শনিবার, ১৫ অক্টোবর, ২০১১

Gaddafi loyalists in two small pockets of Sirte (Reuters)

SIRTE, Libya (Reuters) - ? Fighters loyal to deposed Libyan leader Muammar Gaddafi are now holding out in just two small pockets of his home town Sirte Wednesday, government commanders said after making gains overnight.

Gaddafi loyalists have fought tenaciously for weeks in Sirte, one of just two major towns they still control nearly two months since rebels seized the capital Tripoli.

Fighters from the interim Libyan government's volunteer army walked slowly up the same battle-scarred streets strewn with empty ammunition cases where they had fought fierce clashes a day before. Other fighters searched the damaged houses as a few dazed civilians emerged from their basements.

"More than 80 percent of Sirte is now under our control. Gaddafi's men are still in parts of the Number Two and the 'Dollar' neighborhoods," said National Transitional Council (NTC) commander Mustah Hamza.

In the "Number Two" neighborhood, government forces found 25 corpses wrapped in plastic sheets. They accused pro-Gaddafi militias of carrying out execution-style killings.

Five corpses shown to a Reuters team wore civilian clothes and had their hands tied behind their backs and gunshot wounds to the head. An NTC commander said the corpses had been there for at least five days.

Green flags, the banner of Gaddafi's 42 years in power, still flew above many of the buildings in the neighborhood, but all appeared quiet.

NTC fighters maneuvered a tank into a small side street flooded with sewage from a burst pipe. It fired a few rounds at a large building up ahead, then infantrymen moved in, letting off bursts from their AK-47s as they advanced up the street.

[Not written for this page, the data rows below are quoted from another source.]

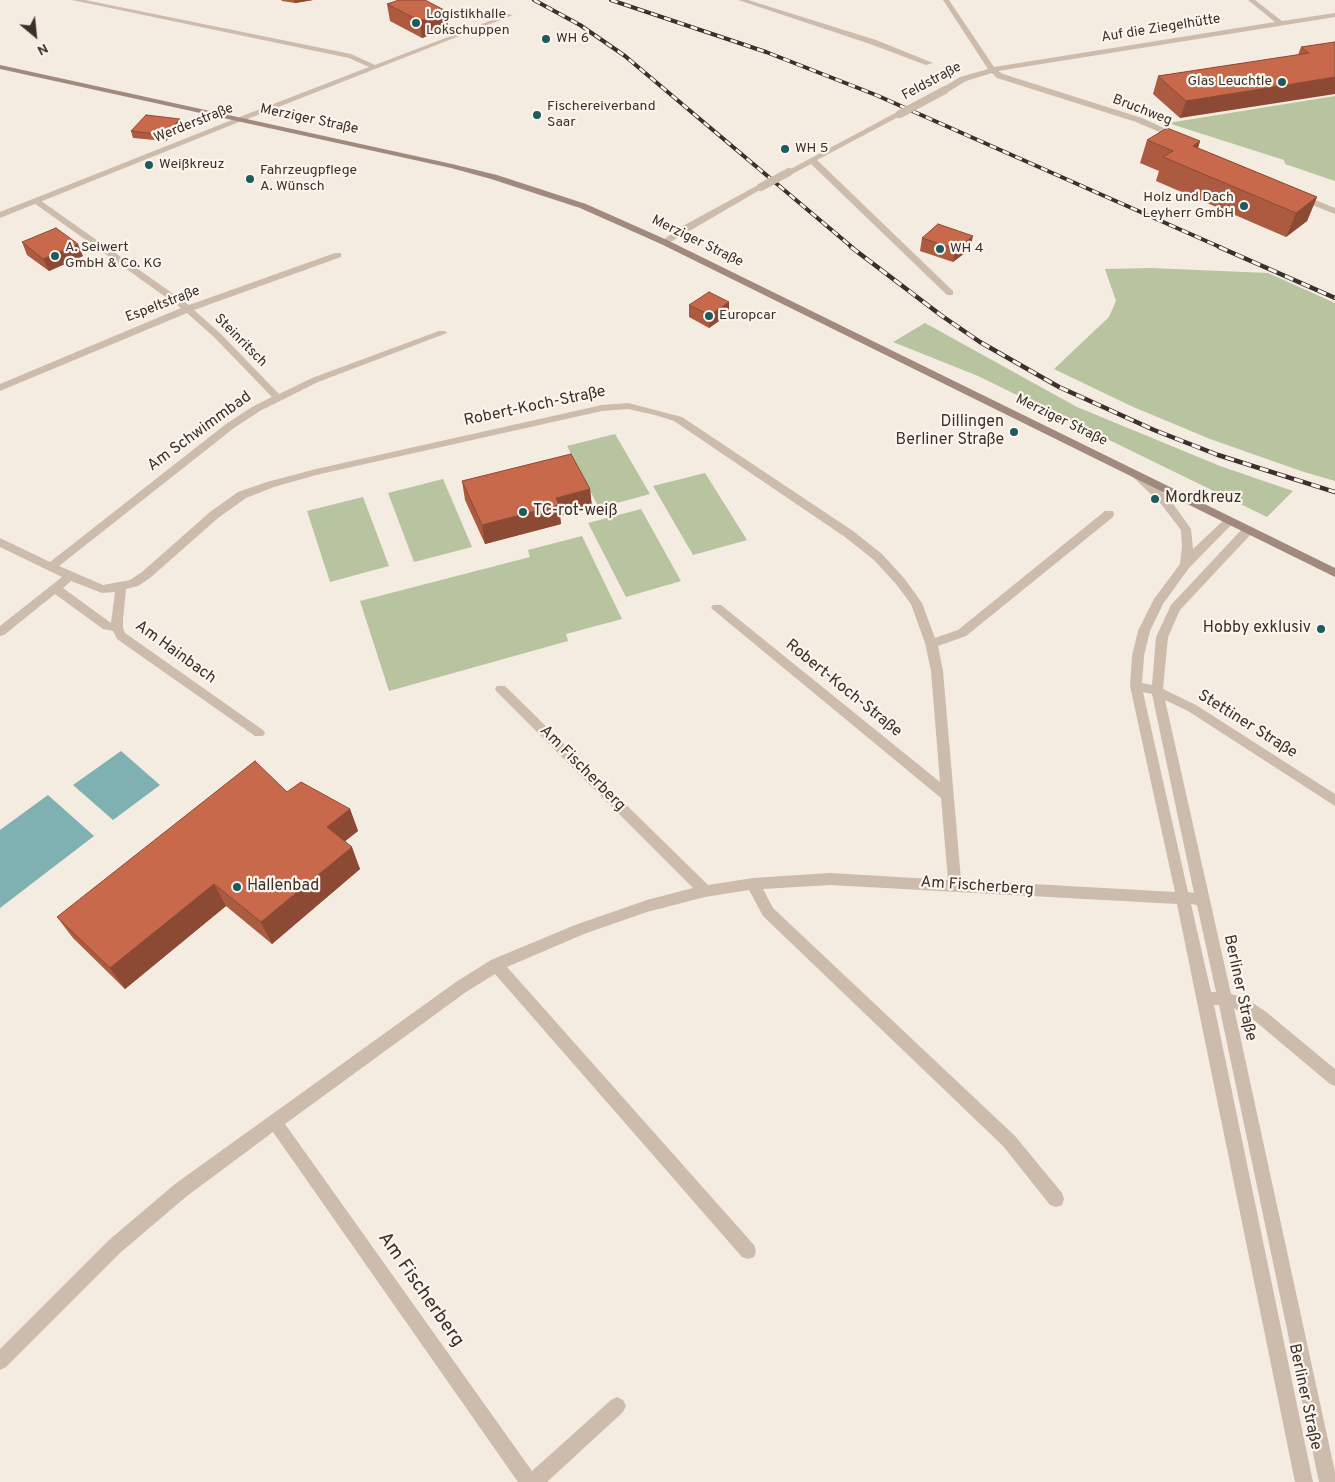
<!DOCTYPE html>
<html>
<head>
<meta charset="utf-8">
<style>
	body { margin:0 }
	#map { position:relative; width:1335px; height:1482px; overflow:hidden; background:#f4ebe1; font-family:Overpass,sans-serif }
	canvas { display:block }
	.north { position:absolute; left:10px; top:10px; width:50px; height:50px; -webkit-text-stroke:4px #fbf5ee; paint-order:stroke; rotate:152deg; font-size:14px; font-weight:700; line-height:20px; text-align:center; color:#3b302b }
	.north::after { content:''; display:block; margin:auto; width:18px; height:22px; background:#3b302b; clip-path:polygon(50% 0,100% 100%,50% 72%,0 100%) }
</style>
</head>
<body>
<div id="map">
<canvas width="1335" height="1482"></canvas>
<div class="north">N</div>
</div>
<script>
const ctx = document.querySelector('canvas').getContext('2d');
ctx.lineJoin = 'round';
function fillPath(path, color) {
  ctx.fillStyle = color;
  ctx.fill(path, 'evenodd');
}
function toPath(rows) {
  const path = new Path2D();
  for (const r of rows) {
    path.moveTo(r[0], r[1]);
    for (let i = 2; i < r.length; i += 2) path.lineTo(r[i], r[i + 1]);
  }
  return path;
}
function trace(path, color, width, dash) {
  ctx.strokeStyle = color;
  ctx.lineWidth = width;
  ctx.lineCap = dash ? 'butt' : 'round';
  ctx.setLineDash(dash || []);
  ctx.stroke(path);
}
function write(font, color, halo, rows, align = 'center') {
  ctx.font = font + ' Overpass,sans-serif';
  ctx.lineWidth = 4.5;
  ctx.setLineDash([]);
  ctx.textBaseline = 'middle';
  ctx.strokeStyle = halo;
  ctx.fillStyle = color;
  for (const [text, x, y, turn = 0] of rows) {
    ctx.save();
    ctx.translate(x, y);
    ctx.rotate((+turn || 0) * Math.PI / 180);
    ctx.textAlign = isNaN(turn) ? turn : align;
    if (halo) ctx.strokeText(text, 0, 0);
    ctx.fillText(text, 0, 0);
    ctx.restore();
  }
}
fillPath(toPath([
	[1335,96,1335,181,1285,164,1284,160,1168,123],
	[1151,268,1268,273,1335,303,1335,481,1304,472,1210,439,1131,406,1054,369,1109,317,1116,301,1105,269],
	[925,323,1077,407,1220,466,1293,491,1267,517,978,376,893,342],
	[615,434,650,494,599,508,567,446],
	[705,473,747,540,693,555,653,486],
	[443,479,472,547,414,562,388,493],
	[363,497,389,566,330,582,307,511],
	[641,509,681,581,626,597,588,523],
	[582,536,622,619,566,634,568,641,389,691,360,601,530,557,528,550]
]), '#b8c4a0');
fillPath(toPath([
	[121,751,160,785,113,820,73,785],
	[48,795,94,836,0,908,0,830]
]), '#7fb0b2');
fillPath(toPath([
	[72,0,85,0,351,54,375,65,508,14,513,15,240,122,236,120,237,118,369,67,349,58,72,0],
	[738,0,748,0,876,40,933,63,926,65,870,44,738,0],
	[943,0,949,0,994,67,1275,22,1248,0,1255,0,1282,21,1335,13,1335,17,998,71,1003,74,1142,118,1179,135,1180,137,1176,139,1136,122,997,78,992,73,966,81,948,92,942,92,942,88,960,77,988,69,943,0],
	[897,112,904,114,817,160,953,291,953,295,947,295,811,164,792,174,785,172,897,112],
	[758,185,765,187,667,244,660,242,681,227,758,185],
	[1297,195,1303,195,1335,208,1335,214,1297,199,1297,195],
	[37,198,189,305,335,253,341,253,341,257,194,310,221,334,279,394,312,378,439,331,445,331,447,333,318,382,260,411,234,428,59,566,103,585,130,580,142,572,210,512,238,492,267,482,316,469,602,405,628,403,682,417,853,531,882,554,904,578,922,603,935,638,958,630,1105,511,1113,511,1114,514,1113,517,966,636,938,646,943,671,961,880,1175,892,1130,686,1132,656,1138,631,1154,599,1180,564,1182,546,1181,530,1161,504,1131,475,1136,472,1140,473,1169,498,1191,529,1193,549,1226,518,1230,517,1235,521,1189,568,1163,604,1150,631,1144,656,1142,683,1152,685,1156,637,1171,605,1244,527,1252,527,1253,530,1252,533,1180,610,1168,637,1163,689,1196,705,1335,794,1335,806,1188,711,1165,700,1231,994,1245,998,1265,1011,1335,1069,1335,1086,1330,1084,1255,1021,1234,1008,1335,1472,1335,1482,1319,1482,1219,1005,1214,1005,1313,1482,1295,1482,1177,904,830,885,763,889,773,908,1015,1136,1062,1193,1064,1199,1062,1205,1056,1207,1050,1205,1003,1146,763,916,749,890,705,897,647,912,584,934,507,967,754,1245,756,1251,754,1257,748,1259,742,1257,495,974,466,992,285,1124,532,1471,611,1400,617,1397,623,1400,626,1406,623,1412,547,1482,518,1482,273,1132,187,1196,121,1252,6,1367,0,1370,0,1349,109,1240,175,1184,456,982,491,960,575,925,647,900,693,888,497,692,495,689,497,686,505,686,708,885,753,878,830,873,948,880,941,798,711,608,713,605,721,605,940,782,931,671,925,643,911,604,896,584,874,560,845,537,674,421,655,415,628,409,602,411,316,475,274,487,246,498,218,518,150,578,138,586,126,589,123,619,123,628,125,633,263,730,265,733,263,736,255,736,117,639,113,631,103,629,55,594,4,635,0,636,0,626,62,577,0,547,0,538,50,562,226,424,252,407,272,397,215,338,187,313,0,391,0,384,181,308,34,203,33,201,37,198],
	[71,581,102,593,115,592,111,623,63,588,71,581],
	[1143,692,1152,694,1194,893,1188,892,1143,692],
	[1191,904,1197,905,1216,992,1211,992,1191,904]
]), '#cdbbac');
fillPath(toPath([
	[237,118,244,120,0,218,0,212,237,118]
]), '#cdbbac');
fillPath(toPath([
	[0,65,452,164,497,175,586,204,667,240,1335,568,1335,577,661,244,580,208,491,179,451,168,0,69,0,65]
]), '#a18a7d');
const railFar1 = toPath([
	[534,0,580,25,625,56,853,248],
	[611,0,766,52,876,95,1222,248]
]);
const rail = toPath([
	[851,247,942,316,980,342,1059,387,1154,430,1218,455,1335,492],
	[1219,247,1335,298]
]);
trace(railFar1, '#3b302b', 4);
trace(rail, '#3b302b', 4.5);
trace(railFar1, '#fbf5ee', 2.5, [7]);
trace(rail, '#fbf5ee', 3, [9]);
trace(toPath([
	[900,114,945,90],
	[761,187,789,172]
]), '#cdbbac', 8);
fillPath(toPath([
	[281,0,313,0,295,3,282,1],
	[387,4,446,11,448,28,422,38,390,21],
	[1335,42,1180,118,1153,94,1158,76,1298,55,1301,47],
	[181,125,166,141,133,138,131,131],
	[1147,140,1200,141,1198,148,1317,197,1307,221,1286,237,1156,181,1159,171,1140,163],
	[922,238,970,249,953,262,920,251],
	[22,242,83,256,49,271,27,255],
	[729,302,729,314,709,328,689,317,689,305],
	[462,481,590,489,592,508,560,516,561,524,485,544,465,500],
	[287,792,350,809,358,831,345,841,360,869,272,944,226,906,125,989,73,938,57,917]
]), '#ac5a40');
fillPath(toPath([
	[294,0,313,0,295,3],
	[446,11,448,28,422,38,420,21],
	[1335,77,1335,94,1180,118,1186,101],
	[180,119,181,125,166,141,164,135],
	[1200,141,1192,165,1193,146],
	[1317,197,1307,221,1286,237,1296,213],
	[973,236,970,249,953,262,955,249],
	[78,244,83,256,49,271,43,259],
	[729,302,729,314,709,328,710,315],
	[590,489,592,508,560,516,561,524,485,544,482,525,556,498],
	[350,809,358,831,335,849,327,827],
	[352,847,360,869,272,944,261,922],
	[214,884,226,906,125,989,110,968]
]), '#8c4a34');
const building = toPath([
	[399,0,425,0,446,11,420,21,387,4,399,0],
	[1335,42,1335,77,1186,101,1158,76,1309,53,1301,47,1335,42],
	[146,115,180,119,164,135,131,131,146,115],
	[1167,128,1200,141,1193,146,1317,197,1296,213,1163,157,1173,151,1147,140,1167,128],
	[938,224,973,236,955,249,922,238,938,224],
	[56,228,78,244,43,259,22,242,56,228],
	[709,292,729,302,710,315,689,305,709,292],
	[571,454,590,489,556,498,559,505,482,525,462,481,571,454],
	[255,761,287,792,301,782,350,809,327,827,352,847,261,922,214,884,110,968,57,917,255,761]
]);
fillPath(building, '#c8694b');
trace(building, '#8c4a34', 1);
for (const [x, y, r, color] of [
	[416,23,5,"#1f5a5e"],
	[546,39,5,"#1f5a5e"],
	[1282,82,5,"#1f5a5e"],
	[537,115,5,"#1f5a5e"],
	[785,149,5,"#1f5a5e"],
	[149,165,5,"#1f5a5e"],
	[250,179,5,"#1f5a5e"],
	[1244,206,5,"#1f5a5e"],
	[940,249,5,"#1f5a5e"],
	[55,256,5,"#1f5a5e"],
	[709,316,5,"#1f5a5e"],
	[1014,432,5,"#1f5a5e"],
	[1155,499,5,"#1f5a5e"],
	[523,512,5,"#1f5a5e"],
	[1321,629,5,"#1f5a5e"],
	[237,887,5,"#1f5a5e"]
]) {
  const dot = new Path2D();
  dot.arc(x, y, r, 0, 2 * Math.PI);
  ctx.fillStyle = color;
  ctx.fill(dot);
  trace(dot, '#fbf5ee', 2);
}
write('14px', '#3b302b', '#fbf5ee', [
	["Logistikhalle",426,15],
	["Lokschuppen",426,31],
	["WH 6",556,39],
	["Glas Leuchtle",1272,82,"right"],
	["Fischereiverband",547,107],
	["Saar",547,123],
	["WH 5",795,149],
	["Weißkreuz",159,165],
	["Fahrzeugpflege",260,171],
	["A. Wünsch",260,187],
	["Holz und Dach",1234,198,"right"],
	["Leyherr GmbH",1234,214,"right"],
	["A. Seiwert",65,248],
	["GmbH & Co. KG",65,264],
	["WH 4",950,249],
	["Europcar",719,316]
], 'left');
write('14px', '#3b302b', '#fbf5ee', [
	["Auf die Ziegelhütte",1161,29,-9],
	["Feldstraße",932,82,-28],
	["Bruchweg",1142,111,21],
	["Merziger Straße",309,120,12],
	["Werderstraße",194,124,-22],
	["Merziger Straße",697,242,26],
	["Espeltstraße",163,305,-21],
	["Steinritsch",240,341,45],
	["Merziger Straße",1061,421,26]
]);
write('16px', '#3b302b', '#fbf5ee', [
	["Robert-Koch-Straße",535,407,-12],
	["Am Schwimmbad",200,432,-36],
	["Am Hainbach",175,653,36],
	["Robert-Koch-Straße",843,689,39],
	["Stettiner Straße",1247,725,32],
	["Am Fischerberg",582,769,45],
	["Am Fischerberg",977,887,4],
	["Berliner Straße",1239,988,78],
	["Berliner Straße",1304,1397,78]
]);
write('16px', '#3b302b', '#fbf5ee', [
	["Dillingen",1004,423,"right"],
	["Berliner Straße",1004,441,"right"],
	["Mordkreuz",1165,499],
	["TC-rot-weiß",533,512],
	["Hobby exklusiv",1311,629,"right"],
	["Hallenbad",247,887]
], 'left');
write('19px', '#3b302b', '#fbf5ee', [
	["Am Fischerberg",420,1290,55]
]);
</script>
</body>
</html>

At first, there was very little return of fire from the pro-Gaddafi side. But the government fighters had walked into an ambush. Hit by a hail of RPG and small arms fire, the NTC men scrambled back to safety, one nursing a wound to his hand.

Medical workers at a hospital outside Sirte said four NTC fighters were killed and 43 others were wounded Wednesday.

"TWO MORE DAYS"

The NTC has said it will start the process of rebuilding Libya as a democracy only after the capture of Sirte, a former fishing village transformed by Gaddafi into a showpiece for his rule replete with lavish conference halls and hotels.

NTC chairman Mustafa Abdel Jalil said on a visit to Sirte on Tuesday that it would take two more days to take the town. Gaddafi himself is believed to be hiding somewhere far to the south in the vast Libyan desert.

But the remnants of Gaddafi's forces, surrounded on three sides in Sirte and with their backs to the sea, have so far fought tenaciously, perhaps believing they face mistreatment or worse at the hands of their ill-disciplined foe.

Back from the front line, fighters from the National Transitional Council jostled with one another as one man tried to punch a wounded prisoner and others struggled to keep him off. The prisoner repeatedly shouted out that he was a civilian.

"But you had a gun," his captors said.

"I never used it," he said, fear in his eyes.

Any male of fighting age still in Sirte was under suspicion.

"We were staying in a basement," one man, Gamal Ammar, said alongside family members. "Some of us were hit. If we had died it would have been better. We had no water and no food. We couldn't get out." As NTC fighters drew near, he fell silent.

One man held up a passport and said: "I am Sudanese and I was not fighting." He was put in plastic cuffs and led away.

Gaddafi recruited large numbers of black Africans to his forces. NTC fighters often accuse every black man, including migrant workers, of having fought for the former leader.

Four other men being taken away on the back of a pick-up truck said they were from Chad and also denied taking part in the conflict.

NTC fighters pushed back reporters trying to talk to them. "They are liars, we found guns with them," one said.